Lion’s Mane: A Mushroom That Improves Your Memory and Mood? This is a great article about Lion’s Mane by Paul Stamets. “Mushrooms provide a vast array of potential medicinal compounds. Many mushrooms — such as portobello, oyster, reishi and maitake — are well-known for these properties, but the lion’s mane mushroom, in particular, has drawn the attention of researchers for its notable nerve-regenerative properties.”
Due to the nerve-regenertion property of Lion’s Mane, it is being studied for use in peripheral neuropathy. Because it is edible, and safe, I encourage you to give it a try.
- Oyster Mushroom (pleurotus ostreatus): Oyster mushrooms have been studied for their medicinal properties: anti-tumor, immune enhancer, cholesterol lowering & anti-fungal. These mushrooms are used in gourmet dishes. Eat up!
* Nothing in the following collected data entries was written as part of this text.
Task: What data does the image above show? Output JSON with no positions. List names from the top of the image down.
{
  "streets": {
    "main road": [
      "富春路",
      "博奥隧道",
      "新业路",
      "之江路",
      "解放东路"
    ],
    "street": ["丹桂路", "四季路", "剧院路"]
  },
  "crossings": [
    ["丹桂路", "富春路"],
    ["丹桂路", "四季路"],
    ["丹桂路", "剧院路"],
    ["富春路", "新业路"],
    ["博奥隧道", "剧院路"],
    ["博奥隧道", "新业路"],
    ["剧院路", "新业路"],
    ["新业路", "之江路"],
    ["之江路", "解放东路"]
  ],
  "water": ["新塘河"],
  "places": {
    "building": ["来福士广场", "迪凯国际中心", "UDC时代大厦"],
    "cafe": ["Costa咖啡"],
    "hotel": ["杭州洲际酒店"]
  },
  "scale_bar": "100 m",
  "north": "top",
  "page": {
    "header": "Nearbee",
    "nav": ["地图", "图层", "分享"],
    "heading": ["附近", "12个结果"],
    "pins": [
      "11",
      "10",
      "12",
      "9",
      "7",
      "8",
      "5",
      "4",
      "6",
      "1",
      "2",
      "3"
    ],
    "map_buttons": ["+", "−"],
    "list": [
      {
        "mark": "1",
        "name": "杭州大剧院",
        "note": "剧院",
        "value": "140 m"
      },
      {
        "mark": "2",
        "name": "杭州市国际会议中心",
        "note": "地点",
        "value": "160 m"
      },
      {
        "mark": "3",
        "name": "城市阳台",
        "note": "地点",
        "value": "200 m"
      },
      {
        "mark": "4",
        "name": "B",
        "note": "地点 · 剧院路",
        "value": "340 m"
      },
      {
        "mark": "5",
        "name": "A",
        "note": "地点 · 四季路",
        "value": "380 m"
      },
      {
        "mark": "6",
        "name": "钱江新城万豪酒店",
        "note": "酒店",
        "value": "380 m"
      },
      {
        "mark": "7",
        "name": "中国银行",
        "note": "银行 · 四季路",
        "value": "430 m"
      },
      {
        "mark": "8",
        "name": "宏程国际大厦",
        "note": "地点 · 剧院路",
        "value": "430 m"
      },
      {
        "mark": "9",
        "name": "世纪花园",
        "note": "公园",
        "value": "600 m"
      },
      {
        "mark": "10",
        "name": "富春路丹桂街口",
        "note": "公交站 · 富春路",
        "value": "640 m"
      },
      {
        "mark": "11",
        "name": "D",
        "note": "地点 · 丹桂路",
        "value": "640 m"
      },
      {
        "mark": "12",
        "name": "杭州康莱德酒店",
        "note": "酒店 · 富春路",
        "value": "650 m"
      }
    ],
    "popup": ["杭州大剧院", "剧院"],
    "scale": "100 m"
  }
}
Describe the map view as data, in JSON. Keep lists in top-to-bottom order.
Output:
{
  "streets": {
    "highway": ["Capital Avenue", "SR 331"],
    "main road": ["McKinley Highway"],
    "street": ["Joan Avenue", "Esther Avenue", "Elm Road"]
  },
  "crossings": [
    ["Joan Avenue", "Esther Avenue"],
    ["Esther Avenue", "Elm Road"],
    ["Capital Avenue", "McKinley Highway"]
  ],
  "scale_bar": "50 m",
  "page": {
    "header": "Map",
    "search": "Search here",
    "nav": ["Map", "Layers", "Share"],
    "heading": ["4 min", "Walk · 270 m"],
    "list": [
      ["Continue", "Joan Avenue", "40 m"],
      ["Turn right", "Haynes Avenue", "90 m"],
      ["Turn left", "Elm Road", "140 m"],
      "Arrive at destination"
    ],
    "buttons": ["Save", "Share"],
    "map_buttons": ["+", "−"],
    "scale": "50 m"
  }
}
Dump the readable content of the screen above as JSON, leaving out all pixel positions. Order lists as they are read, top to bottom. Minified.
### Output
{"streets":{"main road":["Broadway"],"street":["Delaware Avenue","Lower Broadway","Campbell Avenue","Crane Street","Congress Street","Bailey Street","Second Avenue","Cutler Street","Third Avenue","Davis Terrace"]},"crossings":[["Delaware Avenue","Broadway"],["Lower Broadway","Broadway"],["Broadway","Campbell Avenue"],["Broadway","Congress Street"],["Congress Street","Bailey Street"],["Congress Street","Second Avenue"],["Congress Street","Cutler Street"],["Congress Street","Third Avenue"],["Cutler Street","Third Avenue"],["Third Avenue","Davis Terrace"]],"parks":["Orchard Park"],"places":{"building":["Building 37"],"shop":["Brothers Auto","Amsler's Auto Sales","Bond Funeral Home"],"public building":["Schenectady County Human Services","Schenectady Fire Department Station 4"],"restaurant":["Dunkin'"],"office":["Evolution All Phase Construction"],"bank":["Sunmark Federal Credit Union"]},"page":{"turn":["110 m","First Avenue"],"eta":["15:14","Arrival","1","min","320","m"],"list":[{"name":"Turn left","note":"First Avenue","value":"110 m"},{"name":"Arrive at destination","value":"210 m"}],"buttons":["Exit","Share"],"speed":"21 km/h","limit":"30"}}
This is the only study I could find on breast cancer & colon cancer & Oyster Mushrooms: Pleurotus ostreatus inhibits proliferation of human breast and colon cancer cells through p53-dependent as well as p53-independent
Medicinal mushrooms are a difficult subject to research. As Dr. Abrams noted in the video, Mushrooms, can they help prevent cancer? ; westerners have a fear of mushrooms. Oncologists would rather you just didn’t take them. I admit that even after doing the research for today’s post & having previously given a talk about medicinal mushrooms, I am still confused as to how to take or consume them for their medicinal properties. Dosage & mushroom to be used medicinally depends on what type of cancer you have & where you are in your treatment. Some can be consumed as a food & some are too bitter or tough & must be taken in extracts.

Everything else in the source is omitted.